Le cinéma n’est pas épargné et c’est du jamais vu : une protagoniste d’un film sélectionné à Cannes assassinée ! Le réalisateur d’un film oscarisé (No Other Land) kidnappé par l’armée israélienne alors qu’il était transporté à l’hôpital après avoir été lynché par des colons ! Pour moi, cela ne fait aucun doute. Fatem avait donné deux interviews à Al Jazeera où elle parlait clairement de son travail : documenter le génocide en cours. Elle était les yeux de Gaza. Et je pense que cette visibilité l’a transformée en cible aux yeux d’Israël, qui a voulu la réduire au silence.

Sepideh Farsi, réalisatrice de Put your soul on your hand and walk
Pour moi, cela ne fait aucun doute. Fatem avait donné deux interviews à Al Jazeera où elle parlait clairement de son travail : documenter le génocide en cours. Elle était les yeux de Gaza. Et je pense que cette visibilité l’a transformée en cible aux yeux d’Israël, qui a voulu la réduire au silence.
Vous avez vécu une année d’échanges intenses avec Fatem, en sachant très bien qu’elle pouvait être tuée du jour au lendemain. Comment avez-vous traversé cette période d’incertitude permanente ?
C’était une angoisse quotidienne. Chaque matin, la première chose que je faisais était de vérifier si les coches étaient bleues sur WhatsApp. Si elles l’étaient, je savais qu’elle était en vie. Mais je ne savais jamais si elle le serait encore le lendemain.
Cette année a été marquée par une double vie. Mes proches étaient au courant, mais le reste de mon entourage ignorait que je travaillais sur ce documentaire. Fatem était entrée dans ma vie. Elle était toujours là, et moi toujours prête à tourner. Dès qu’on le pouvait, on se parlait.
Votre film alterne entre des images de guerre, des extraits de journaux, des chiffres glaçants… mais au cœur, il y a son sourire. Si filmer était sa mission, on est tenté de dire que ce sourire, c’était l’incarnation d’une résistance inébranlable.
Fatem disait : "Ils peuvent nous bombarder, mais on gardera notre sourire.” Ce sourire, c’est ce qui ouvre le film, et ce qui l’habite tout du long. Il change, il évolue : au début, c’est un sourire de résistance, puis de joie quand on se retrouve, et plus tard, un sourire fatigué, mélancolique, presque absent, quand elle est affaiblie par la faim à l’époque où la famine avait été décrétée à Gaza. Mais il est toujours là.
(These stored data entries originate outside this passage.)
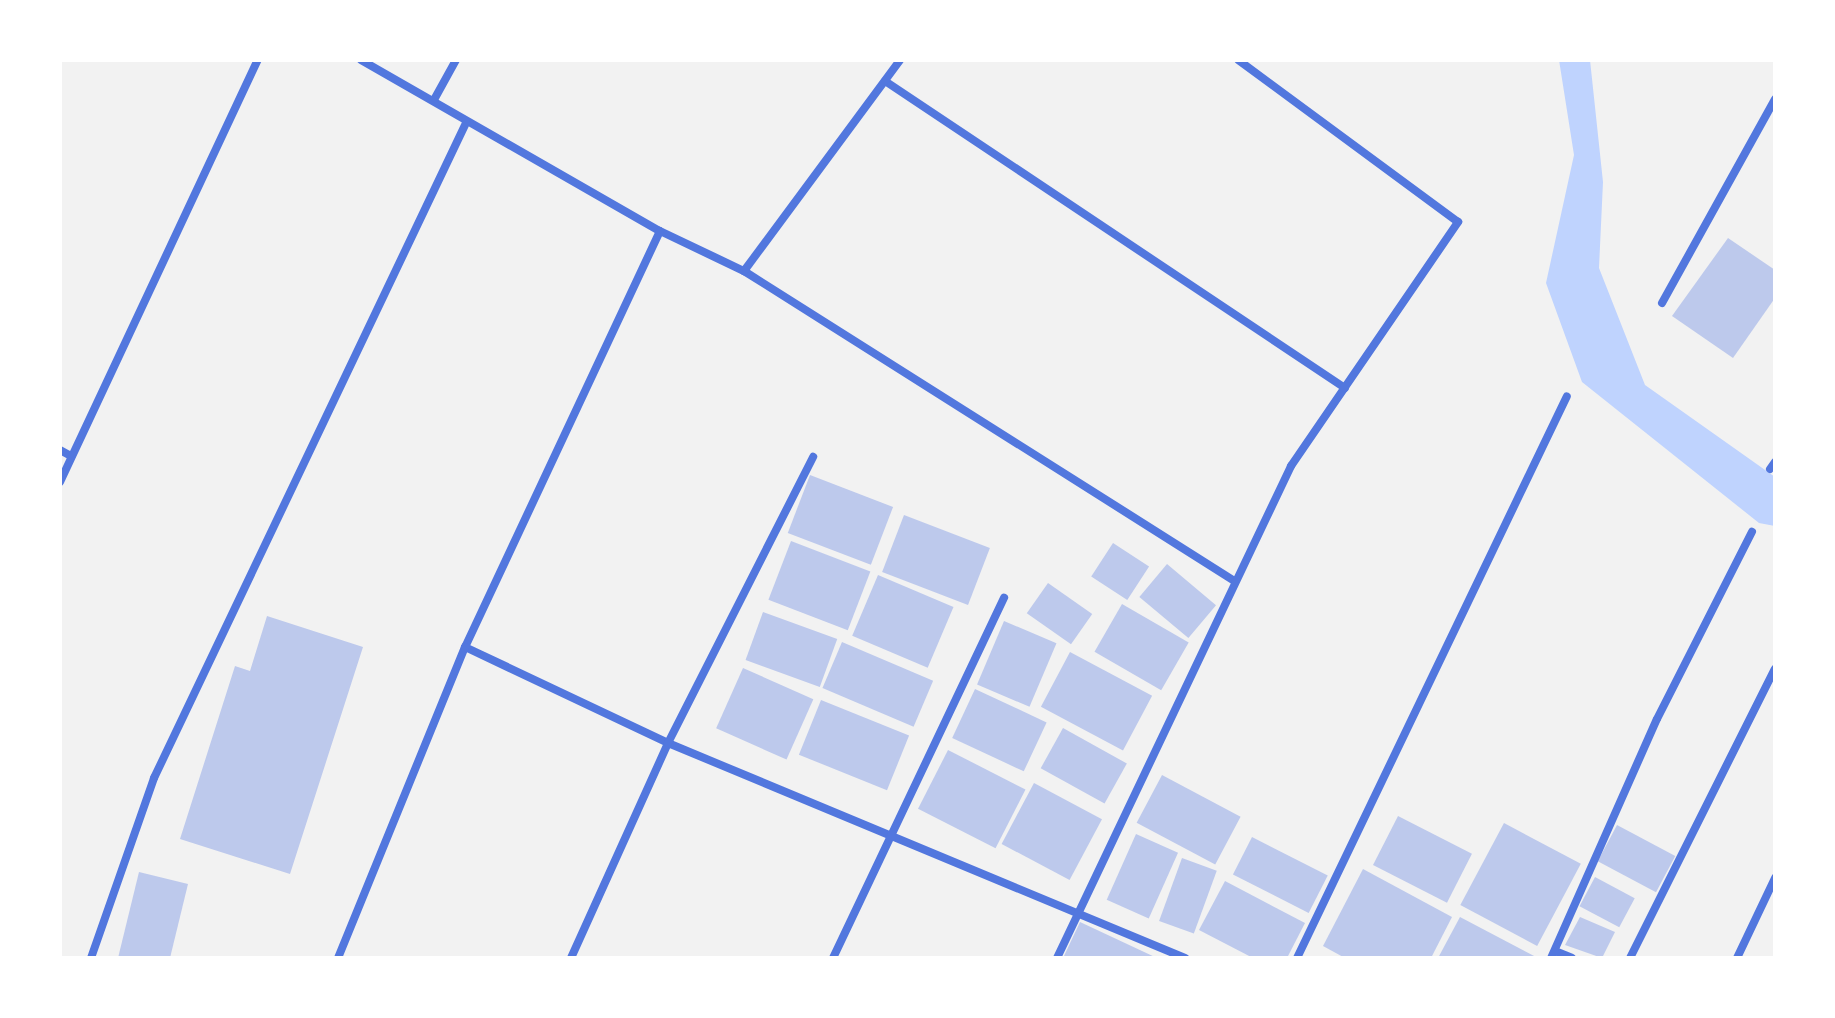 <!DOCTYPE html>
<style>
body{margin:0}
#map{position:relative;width:1835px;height:1018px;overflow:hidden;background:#f2f2f2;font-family:Lora,serif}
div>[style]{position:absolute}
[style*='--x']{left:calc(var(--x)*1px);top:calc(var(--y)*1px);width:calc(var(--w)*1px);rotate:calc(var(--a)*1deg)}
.water>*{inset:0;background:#bfd3fe}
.building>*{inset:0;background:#bdc9ec;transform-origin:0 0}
.minor>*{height:8px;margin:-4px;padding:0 4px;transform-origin:4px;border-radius:4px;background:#5277de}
span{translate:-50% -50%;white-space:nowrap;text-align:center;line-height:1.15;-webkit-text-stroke:7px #fff;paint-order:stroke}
.frame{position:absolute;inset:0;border:62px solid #fff;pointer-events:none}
</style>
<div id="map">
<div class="water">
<i style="clip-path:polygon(1559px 60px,1590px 60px,1603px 182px,1599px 268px,1645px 385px,1775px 477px,1775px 526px,1759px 523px,1582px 382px,1546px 283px,1574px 155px)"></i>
</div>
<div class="building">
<i style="clip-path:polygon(1728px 238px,1775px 270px,1775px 298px,1733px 358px,1672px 316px)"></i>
<i style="left:810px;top:475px;width:89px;height:62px;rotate:21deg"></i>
<i style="left:904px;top:515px;width:92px;height:61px;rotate:21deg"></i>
<i style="left:791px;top:541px;width:85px;height:63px;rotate:21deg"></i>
<i style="left:1113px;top:543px;width:43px;height:40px;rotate:33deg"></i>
<i style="left:1167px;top:564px;width:64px;height:43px;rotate:40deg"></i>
<i style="left:878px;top:575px;width:82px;height:66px;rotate:23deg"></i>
<i style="left:1048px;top:583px;width:54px;height:37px;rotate:35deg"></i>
<i style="left:1122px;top:604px;width:77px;height:55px;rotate:30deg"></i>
<i style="left:763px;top:612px;width:79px;height:51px;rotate:20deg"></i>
<i style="clip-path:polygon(267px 616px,363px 647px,290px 874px,180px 839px,235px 666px,250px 671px)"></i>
<i style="left:1004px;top:621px;width:57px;height:69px;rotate:23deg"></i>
<i style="left:842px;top:642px;width:99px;height:50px;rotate:23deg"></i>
<i style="left:1070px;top:652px;width:93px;height:62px;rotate:28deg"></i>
<i style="left:743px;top:668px;width:77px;height:66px;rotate:24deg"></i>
<i style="left:975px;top:689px;width:79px;height:54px;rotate:25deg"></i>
<i style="left:821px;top:700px;width:95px;height:59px;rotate:22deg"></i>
<i style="left:1063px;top:728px;width:73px;height:46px;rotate:29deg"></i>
<i style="left:948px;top:750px;width:87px;height:66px;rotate:27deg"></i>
<i style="left:1162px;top:775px;width:89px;height:54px;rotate:28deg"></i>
<i style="left:1034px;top:783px;width:77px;height:69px;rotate:28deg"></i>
<i style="left:1398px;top:816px;width:83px;height:55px;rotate:27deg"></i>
<i style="left:1504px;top:823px;width:87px;height:93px;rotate:28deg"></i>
<i style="left:1617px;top:825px;width:66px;height:41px;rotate:28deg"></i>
<i style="left:1136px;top:834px;width:46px;height:72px;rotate:24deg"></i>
<i style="left:1252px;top:837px;width:85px;height:42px;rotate:27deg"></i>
<i style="left:1182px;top:858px;width:37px;height:67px;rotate:20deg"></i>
<i style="clip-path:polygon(1363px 869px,1452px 917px,1431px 958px,1345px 958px,1323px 946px)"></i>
<i style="clip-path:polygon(139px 872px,188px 884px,170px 958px,118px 958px)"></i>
<i style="left:1595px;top:877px;width:45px;height:33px;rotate:28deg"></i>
<i style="clip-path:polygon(1225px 881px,1305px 923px,1287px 958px,1253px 958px,1199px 930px)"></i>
<i style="clip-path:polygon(1460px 917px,1538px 958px,1438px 958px)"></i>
<i style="clip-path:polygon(1580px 917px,1615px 932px,1602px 958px,1565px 945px)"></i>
<i style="clip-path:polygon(1080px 922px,1157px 958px,1063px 958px)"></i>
</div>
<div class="minor">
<i style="--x:361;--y:60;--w:344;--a:29.8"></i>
<i style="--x:660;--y:231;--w:93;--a:25.5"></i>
<i style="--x:744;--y:271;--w:578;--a:32.29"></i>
<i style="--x:885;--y:81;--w:553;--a:33.72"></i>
<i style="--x:435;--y:98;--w:43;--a:-61.1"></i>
<i style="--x:660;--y:231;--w:459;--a:115.1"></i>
<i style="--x:465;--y:647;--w:225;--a:25.3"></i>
<i style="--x:668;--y:743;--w:560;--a:22.58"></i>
<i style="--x:744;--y:271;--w:262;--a:-53.5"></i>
<i style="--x:1662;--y:303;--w:233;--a:-61"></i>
<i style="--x:60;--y:450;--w:13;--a:29"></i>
<i style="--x:1770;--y:469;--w:9;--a:-54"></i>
<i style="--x:60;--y:482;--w:466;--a:-64.9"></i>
<i style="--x:1555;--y:951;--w:18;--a:22"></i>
<i style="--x:91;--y:958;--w:191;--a:-70.7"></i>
<i style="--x:154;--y:778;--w:726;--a:-64.53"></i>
<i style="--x:338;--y:958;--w:336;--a:-67.8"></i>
<i style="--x:571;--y:958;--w:236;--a:-65.7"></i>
<i style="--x:668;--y:743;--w:321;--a:-63.1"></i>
<i style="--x:833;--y:958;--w:399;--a:-64.6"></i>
<i style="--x:1057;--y:958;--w:545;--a:-64.56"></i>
<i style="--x:1291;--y:466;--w:296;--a:-55.6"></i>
<i style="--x:1458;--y:222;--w:273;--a:-143.6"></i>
<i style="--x:1297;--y:958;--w:623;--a:-64.34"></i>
<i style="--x:1551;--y:958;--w:261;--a:-66.1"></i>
<i style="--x:1657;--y:719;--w:210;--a:-63.1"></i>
<i style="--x:1630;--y:958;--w:323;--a:-63.4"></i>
<i style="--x:1737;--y:958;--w:89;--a:-64.6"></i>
</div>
<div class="frame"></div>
</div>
Elle était déterminée, elle disait : “My Gaza needs me.” Elle avait vu la guerre pour la première fois à 9 ans. Comme beaucoup de jeunes Palestiniens, elle n’a connu que ça. Elle parlait parfois d’exil, mais elle ne voulait pas quitter la Palestine. Elle s’était donné une mission : faire partie de cette histoire, la raconter, survivre pour pouvoir transmettre à ses enfants ce qu’elle avait vécu.
On sent une réelle complicité entre vous
Si j’ai pu recueillir ce qu’elle m’a confié, c’est parce qu’une vraie confiance s’est installée entre nous. Ce lien ne s’invente pas, il existe ou il n’existe pas. D’ailleurs, je ne suis pas capable de filmer quelqu’un que je n’aime pas (rires). Et je pense que le fait de filmer un téléphone avec un autre téléphone, sans caméra intrusive, a permis cette intimité. C’est exactement ce que je cherchais à faire : humaniser. Fatem n’est pas un chiffre récité dans un journal télévisé. Elle est une présence, une voix, une lumière. Et c’est cette humanité qu’on enlève aux Palestiniens en Occident que j’ai voulu rendre à travers elle.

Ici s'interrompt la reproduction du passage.